In August 2013, the U.S. Court of Appeals for the District of Columbia Circuit ordered the NRC to resume the licensing process using leftover money appropriated from the Nuclear Waste Fund. So the agency resumed its work on the formal safety evaluation report. We published Volume 3, covering repository safety after permanent closure, in October 2013. Volume 4, on administrative and programmatic requirements, was published in December. Volume 2, repository safety before permanent closure, and Volume 5, license specifications, complete the SER and the technical part of the licensing review.

That technical review concluded DOE’s application meets the safety and regulatory requirements in NRC’s regulations, except for DOE’s failure to secure certain land and water rights needed for construction and operation of the repository.

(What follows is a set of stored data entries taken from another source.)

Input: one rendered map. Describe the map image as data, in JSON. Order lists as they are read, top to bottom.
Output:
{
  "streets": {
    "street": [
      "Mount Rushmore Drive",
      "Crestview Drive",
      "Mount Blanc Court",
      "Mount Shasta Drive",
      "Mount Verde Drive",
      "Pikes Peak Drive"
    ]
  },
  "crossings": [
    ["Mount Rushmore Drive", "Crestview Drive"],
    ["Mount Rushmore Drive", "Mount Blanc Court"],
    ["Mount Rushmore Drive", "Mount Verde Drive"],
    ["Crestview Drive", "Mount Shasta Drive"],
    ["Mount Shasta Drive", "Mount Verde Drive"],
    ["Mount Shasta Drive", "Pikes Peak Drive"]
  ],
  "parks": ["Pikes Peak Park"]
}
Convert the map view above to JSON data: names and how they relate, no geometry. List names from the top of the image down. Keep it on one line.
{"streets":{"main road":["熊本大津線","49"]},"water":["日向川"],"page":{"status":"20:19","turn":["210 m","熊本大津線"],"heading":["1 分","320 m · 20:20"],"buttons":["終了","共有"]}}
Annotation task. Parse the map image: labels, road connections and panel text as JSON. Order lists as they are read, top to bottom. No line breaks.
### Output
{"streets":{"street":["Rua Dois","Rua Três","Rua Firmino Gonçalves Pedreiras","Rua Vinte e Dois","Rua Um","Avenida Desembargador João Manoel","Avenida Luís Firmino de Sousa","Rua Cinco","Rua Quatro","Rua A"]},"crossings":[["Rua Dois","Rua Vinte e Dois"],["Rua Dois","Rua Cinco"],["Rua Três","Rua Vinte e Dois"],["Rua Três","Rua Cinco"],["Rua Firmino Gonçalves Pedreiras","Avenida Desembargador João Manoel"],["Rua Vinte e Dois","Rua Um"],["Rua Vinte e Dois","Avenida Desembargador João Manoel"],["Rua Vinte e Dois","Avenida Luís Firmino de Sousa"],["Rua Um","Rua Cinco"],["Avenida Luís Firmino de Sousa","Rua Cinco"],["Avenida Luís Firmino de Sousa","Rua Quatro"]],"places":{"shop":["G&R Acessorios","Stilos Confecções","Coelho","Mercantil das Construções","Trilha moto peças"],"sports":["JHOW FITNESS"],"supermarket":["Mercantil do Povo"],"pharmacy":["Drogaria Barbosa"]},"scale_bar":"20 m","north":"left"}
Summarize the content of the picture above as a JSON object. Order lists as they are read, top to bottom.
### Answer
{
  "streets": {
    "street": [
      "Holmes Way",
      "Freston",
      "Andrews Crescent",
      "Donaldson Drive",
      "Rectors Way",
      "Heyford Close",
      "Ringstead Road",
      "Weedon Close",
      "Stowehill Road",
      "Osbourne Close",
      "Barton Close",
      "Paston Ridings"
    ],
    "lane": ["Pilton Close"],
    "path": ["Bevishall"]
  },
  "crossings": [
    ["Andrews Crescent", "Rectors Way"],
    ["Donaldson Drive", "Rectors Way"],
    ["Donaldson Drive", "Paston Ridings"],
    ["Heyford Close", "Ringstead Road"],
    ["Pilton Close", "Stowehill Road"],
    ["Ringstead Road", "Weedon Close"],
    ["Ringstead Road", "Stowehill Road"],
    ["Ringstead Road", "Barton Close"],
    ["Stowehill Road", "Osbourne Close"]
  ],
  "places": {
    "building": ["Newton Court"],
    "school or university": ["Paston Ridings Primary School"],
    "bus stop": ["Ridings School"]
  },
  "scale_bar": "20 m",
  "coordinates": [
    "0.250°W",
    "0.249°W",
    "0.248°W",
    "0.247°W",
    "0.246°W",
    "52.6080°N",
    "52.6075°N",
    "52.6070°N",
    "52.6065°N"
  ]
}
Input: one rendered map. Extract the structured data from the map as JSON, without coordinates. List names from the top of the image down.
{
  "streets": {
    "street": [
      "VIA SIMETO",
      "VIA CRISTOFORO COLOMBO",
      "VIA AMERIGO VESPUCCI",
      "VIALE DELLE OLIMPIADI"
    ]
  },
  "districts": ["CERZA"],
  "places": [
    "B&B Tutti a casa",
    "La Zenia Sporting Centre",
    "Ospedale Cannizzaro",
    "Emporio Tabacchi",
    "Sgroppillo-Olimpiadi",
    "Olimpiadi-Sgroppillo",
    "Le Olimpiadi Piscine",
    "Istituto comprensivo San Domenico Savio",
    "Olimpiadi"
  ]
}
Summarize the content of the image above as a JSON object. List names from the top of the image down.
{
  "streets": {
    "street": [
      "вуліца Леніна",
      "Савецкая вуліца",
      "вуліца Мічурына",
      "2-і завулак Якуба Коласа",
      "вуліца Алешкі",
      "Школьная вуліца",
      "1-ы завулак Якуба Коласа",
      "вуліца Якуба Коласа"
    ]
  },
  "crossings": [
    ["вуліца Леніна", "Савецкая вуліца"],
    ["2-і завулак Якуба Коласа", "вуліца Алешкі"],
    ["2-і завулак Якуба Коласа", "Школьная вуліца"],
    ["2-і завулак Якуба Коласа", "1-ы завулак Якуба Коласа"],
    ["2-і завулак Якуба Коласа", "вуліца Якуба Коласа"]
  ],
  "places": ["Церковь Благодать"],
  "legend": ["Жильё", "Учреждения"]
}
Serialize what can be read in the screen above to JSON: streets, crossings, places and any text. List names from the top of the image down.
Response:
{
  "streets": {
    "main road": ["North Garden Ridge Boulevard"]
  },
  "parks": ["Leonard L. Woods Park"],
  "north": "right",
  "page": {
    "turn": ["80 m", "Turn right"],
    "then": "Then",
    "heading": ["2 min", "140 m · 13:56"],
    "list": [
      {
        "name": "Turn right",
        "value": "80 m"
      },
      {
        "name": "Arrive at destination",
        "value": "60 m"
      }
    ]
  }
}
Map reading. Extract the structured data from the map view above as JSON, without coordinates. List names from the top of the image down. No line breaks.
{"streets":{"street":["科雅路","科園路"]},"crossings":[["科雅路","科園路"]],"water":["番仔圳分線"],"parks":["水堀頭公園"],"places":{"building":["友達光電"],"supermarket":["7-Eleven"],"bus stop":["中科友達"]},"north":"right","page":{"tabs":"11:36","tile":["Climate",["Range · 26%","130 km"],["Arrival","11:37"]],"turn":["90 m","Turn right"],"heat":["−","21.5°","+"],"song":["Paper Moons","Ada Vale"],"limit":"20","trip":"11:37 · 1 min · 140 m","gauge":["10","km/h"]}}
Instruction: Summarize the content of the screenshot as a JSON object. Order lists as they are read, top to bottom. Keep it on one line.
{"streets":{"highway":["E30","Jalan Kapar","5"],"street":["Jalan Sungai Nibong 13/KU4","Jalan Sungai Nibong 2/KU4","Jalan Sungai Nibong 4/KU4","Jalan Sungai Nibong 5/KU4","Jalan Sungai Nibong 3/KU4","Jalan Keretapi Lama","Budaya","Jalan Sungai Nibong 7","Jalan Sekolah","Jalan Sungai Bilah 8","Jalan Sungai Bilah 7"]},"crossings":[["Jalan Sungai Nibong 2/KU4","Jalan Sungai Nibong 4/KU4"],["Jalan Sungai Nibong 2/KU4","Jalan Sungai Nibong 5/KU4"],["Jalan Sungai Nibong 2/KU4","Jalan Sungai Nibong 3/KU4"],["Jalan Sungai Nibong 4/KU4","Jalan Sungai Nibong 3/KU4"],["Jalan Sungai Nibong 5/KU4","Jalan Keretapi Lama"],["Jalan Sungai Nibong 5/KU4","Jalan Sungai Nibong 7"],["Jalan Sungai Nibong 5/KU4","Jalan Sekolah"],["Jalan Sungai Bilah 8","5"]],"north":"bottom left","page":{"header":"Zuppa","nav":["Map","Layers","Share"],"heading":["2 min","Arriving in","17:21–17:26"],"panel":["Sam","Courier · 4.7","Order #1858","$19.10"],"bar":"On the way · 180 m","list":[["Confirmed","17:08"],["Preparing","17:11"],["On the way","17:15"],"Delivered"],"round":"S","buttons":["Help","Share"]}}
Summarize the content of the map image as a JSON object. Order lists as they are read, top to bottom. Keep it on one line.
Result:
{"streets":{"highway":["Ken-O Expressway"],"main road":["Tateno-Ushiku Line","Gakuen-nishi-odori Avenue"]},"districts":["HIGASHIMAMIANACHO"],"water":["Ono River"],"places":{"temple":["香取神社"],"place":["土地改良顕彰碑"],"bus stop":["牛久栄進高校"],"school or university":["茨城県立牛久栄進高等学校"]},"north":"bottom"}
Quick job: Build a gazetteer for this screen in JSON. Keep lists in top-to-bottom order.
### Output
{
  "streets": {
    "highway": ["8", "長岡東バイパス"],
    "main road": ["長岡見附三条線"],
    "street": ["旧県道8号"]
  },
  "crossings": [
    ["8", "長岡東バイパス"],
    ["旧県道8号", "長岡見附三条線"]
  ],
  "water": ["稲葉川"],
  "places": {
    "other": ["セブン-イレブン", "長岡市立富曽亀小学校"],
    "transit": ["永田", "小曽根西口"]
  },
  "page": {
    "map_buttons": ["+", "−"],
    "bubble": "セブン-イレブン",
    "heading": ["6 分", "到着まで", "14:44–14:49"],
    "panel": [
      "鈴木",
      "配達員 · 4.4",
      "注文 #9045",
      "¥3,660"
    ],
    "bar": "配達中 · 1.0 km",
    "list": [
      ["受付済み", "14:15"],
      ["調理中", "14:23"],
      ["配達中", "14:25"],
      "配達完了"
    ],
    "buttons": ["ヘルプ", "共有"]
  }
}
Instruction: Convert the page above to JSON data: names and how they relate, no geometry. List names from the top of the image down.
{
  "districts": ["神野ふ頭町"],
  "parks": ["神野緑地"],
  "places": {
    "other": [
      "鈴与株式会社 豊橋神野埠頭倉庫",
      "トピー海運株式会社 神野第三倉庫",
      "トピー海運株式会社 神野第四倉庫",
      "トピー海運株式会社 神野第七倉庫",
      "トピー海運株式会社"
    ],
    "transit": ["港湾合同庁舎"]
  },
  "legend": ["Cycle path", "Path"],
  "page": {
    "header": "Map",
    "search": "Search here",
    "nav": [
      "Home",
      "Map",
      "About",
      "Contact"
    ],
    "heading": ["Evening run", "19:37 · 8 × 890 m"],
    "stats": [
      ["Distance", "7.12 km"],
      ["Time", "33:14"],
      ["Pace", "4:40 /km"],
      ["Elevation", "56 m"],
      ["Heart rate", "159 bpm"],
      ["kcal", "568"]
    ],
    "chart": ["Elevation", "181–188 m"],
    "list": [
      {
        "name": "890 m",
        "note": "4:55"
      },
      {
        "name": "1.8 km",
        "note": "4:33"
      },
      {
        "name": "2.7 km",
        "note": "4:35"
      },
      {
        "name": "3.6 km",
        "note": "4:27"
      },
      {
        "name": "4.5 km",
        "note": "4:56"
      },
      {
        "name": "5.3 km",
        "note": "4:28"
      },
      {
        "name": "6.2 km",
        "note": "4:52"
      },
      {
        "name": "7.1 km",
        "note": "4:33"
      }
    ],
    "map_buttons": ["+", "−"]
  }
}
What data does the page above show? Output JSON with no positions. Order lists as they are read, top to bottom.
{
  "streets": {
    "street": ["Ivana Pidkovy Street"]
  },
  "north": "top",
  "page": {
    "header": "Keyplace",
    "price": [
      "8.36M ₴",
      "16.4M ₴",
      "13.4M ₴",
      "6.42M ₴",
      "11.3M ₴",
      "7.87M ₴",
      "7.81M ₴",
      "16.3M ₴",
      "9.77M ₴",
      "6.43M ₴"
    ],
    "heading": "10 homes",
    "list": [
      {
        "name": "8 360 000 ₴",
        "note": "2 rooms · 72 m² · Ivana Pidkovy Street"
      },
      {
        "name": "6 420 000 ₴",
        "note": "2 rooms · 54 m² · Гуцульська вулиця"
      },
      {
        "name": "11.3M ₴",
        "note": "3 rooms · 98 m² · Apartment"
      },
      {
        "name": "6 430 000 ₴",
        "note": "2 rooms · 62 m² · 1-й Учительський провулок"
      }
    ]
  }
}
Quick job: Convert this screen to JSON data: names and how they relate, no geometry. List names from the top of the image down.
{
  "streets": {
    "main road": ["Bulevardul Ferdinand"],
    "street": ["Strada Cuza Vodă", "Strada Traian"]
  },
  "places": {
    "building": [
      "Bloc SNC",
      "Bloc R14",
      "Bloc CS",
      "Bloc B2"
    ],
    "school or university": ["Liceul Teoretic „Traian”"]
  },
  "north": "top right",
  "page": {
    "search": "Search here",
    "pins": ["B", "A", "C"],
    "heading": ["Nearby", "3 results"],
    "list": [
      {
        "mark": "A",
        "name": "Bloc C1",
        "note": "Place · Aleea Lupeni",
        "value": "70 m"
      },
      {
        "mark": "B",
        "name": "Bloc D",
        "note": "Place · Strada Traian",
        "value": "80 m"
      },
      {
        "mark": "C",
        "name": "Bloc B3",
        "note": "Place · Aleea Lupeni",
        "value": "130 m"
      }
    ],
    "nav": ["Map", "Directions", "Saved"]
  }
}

These issues were identified in Volume 4.

Bottom line: the SER recommends that the Commission should not issue a construction authorization until DOE secures those land and water rights, and a supplement to DOE’s environmental impact statement (EIS) is completed.

The land DOE still needs to acquire is owned by three federal agencies: DOE’s National Nuclear Security Administration, the Department of the Interior and the Department of Defense. Legislation was introduced in Congress in 2007 to appropriate the land for the repository, but it did not pass. The water rights DOE needs are owned by the state of Nevada, which refused to appropriate the water in 1997. Litigation challenging that refusal is stayed.

yuccatunnelWhen the NRC resumed its licensing review in response to the appeals court, the agency asked DOE to supplement the EIS to cover certain groundwater-related issues. DOE declined to do so. The NRC staff is prepared to develop the supplement if the Commission tells it to.

Even if the EIS is completed, two more steps are needed before a licensing decision can be made. The adjudication of nearly 300 contentions filed by Nevada and other parties challenging the repository was also suspended in 2011. Reviving and completing this hearing will require more funding from Congress. Finally, the Commission must review issues outside of the adjudicatory context. Only then would the Commission decide whether to authorize construction.

So yes, completion of the SER is a major step, but there are many more ahead before the NRC can say yea or nay to Yucca Mountain.